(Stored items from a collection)
※ ※ ※
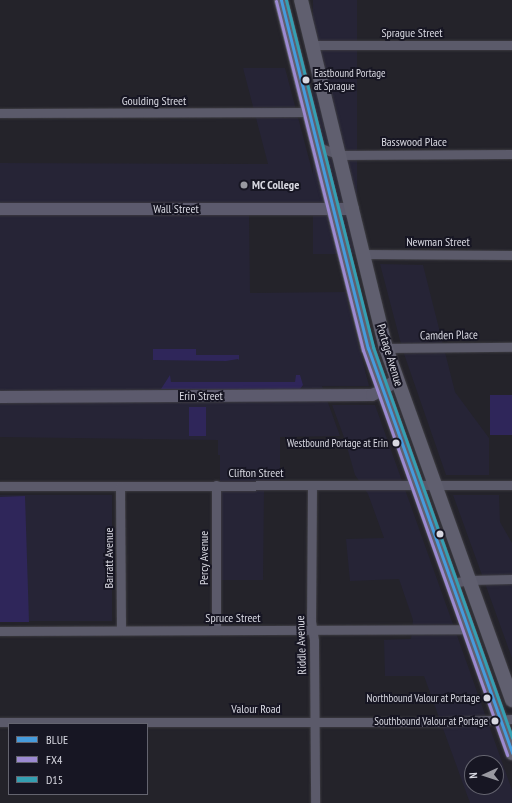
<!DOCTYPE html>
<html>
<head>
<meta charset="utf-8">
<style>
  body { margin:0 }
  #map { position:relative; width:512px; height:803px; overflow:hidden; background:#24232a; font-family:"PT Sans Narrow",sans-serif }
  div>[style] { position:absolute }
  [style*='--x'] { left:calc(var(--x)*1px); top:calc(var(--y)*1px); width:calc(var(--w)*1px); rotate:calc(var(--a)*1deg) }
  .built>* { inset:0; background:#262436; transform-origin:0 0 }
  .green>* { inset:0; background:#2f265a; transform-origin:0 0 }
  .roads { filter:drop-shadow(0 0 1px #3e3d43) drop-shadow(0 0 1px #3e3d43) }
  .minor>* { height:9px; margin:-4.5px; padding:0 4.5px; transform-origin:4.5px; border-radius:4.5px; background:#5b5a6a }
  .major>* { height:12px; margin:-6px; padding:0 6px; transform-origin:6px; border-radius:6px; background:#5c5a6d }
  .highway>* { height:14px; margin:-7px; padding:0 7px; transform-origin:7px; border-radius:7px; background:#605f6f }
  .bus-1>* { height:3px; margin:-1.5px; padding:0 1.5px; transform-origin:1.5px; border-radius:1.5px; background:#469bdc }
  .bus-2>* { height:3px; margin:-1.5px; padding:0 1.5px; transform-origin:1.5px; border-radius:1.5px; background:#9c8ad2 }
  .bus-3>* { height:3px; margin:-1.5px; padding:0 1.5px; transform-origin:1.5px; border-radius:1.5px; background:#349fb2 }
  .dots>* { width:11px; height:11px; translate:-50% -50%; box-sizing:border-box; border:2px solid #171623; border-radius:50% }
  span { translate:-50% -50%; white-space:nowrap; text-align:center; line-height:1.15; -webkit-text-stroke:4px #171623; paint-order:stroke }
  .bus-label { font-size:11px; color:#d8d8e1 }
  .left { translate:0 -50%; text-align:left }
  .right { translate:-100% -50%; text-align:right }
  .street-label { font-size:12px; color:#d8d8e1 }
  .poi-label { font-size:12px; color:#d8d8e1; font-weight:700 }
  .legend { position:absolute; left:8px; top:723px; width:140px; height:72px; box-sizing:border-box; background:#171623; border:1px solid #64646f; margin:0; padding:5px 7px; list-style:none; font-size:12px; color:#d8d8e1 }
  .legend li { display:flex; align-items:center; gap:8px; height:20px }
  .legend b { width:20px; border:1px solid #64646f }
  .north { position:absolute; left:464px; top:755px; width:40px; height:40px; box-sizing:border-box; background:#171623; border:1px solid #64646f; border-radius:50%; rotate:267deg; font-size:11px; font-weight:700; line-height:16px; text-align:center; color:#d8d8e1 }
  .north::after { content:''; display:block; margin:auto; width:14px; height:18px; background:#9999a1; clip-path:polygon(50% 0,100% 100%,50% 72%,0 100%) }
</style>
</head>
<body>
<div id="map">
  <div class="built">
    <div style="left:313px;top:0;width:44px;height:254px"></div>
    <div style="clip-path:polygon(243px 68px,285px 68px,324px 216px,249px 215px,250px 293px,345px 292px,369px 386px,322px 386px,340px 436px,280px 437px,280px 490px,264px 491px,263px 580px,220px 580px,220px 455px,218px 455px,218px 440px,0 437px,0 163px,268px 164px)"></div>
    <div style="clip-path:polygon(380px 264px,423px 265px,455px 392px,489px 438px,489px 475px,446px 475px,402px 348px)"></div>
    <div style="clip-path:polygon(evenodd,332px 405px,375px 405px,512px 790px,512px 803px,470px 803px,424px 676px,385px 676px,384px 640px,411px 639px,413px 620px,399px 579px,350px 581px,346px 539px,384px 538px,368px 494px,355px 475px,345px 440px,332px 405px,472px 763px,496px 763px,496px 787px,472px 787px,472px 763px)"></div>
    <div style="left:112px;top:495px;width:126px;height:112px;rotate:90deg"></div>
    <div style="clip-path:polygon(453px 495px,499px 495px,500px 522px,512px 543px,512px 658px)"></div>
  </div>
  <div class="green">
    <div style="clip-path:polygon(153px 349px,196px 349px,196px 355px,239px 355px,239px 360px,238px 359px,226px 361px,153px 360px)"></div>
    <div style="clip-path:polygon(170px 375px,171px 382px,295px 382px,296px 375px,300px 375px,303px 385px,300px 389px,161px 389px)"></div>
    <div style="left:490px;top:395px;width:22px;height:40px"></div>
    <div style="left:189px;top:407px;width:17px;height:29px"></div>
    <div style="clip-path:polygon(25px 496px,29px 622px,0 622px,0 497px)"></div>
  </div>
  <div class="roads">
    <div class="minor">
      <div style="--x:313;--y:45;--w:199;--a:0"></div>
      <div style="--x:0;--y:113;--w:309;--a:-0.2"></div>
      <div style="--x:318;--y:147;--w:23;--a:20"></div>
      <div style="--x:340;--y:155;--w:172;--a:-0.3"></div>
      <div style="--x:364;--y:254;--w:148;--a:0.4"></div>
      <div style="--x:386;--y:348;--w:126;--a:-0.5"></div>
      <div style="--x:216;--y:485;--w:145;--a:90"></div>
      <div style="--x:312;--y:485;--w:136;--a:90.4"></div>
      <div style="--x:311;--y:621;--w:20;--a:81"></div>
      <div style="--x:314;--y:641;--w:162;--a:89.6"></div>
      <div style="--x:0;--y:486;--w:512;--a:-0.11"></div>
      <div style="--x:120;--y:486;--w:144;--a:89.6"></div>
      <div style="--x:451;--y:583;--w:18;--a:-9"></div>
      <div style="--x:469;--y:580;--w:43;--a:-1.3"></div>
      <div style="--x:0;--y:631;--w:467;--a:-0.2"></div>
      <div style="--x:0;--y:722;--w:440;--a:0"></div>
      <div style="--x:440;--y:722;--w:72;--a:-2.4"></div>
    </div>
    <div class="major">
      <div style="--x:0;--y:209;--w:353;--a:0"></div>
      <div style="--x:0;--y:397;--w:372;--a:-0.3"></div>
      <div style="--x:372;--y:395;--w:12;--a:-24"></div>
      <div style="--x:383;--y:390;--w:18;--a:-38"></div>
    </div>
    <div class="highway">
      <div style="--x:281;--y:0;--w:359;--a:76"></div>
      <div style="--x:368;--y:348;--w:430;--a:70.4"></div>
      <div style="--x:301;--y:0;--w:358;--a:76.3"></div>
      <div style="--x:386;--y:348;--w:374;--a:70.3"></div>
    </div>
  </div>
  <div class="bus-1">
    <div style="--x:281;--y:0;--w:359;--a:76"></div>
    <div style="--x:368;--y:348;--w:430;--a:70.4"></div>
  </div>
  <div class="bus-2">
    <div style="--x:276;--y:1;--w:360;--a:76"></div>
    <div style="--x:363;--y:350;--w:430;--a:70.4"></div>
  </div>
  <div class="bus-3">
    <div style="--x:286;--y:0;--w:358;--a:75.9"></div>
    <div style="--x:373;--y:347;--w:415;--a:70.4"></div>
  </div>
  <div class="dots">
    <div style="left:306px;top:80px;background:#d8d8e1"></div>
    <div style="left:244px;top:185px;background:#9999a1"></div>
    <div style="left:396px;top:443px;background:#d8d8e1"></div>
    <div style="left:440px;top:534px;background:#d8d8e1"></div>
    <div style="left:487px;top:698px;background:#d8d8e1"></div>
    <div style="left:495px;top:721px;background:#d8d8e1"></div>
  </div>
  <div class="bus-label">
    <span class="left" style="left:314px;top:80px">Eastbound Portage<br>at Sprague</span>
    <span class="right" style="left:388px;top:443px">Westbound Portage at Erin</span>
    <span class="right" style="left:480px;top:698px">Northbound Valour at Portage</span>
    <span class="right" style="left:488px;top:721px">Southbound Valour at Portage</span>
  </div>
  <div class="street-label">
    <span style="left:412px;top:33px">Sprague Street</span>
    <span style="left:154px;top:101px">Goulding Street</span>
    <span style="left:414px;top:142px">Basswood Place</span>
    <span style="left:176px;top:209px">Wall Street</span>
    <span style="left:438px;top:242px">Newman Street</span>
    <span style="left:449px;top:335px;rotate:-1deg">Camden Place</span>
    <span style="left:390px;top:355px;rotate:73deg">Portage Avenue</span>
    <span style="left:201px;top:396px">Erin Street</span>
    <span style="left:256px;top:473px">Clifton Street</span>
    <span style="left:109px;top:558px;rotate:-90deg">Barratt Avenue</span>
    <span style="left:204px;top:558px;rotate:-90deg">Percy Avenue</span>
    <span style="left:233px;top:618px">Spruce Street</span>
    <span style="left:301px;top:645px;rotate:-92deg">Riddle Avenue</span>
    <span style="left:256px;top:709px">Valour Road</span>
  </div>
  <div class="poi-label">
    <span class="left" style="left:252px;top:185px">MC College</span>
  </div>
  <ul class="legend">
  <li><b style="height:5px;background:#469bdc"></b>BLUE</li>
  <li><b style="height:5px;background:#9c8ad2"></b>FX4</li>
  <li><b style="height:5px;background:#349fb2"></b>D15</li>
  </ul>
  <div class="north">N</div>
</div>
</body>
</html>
※ ※ ※
TASK DESCRIPTION
Stop after the line containing "filter:drop-shadow(0 0 1px": copy the records exactly from the first line up to there, leaving pictures out.

ANSWER BOX
<!DOCTYPE html>
<html>
<head>
<meta charset="utf-8">
<style>
  body { margin:0 }
  #map { position:relative; width:512px; height:803px; overflow:hidden; background:#24232a; font-family:"PT Sans Narrow",sans-serif }
  div>[style] { position:absolute }
  [style*='--x'] { left:calc(var(--x)*1px); top:calc(var(--y)*1px); width:calc(var(--w)*1px); rotate:calc(var(--a)*1deg) }
  .built>* { inset:0; background:#262436; transform-origin:0 0 }
  .green>* { inset:0; background:#2f265a; transform-origin:0 0 }
  .roads { filter:drop-shadow(0 0 1px #3e3d43) drop-shadow(0 0 1px #3e3d43) }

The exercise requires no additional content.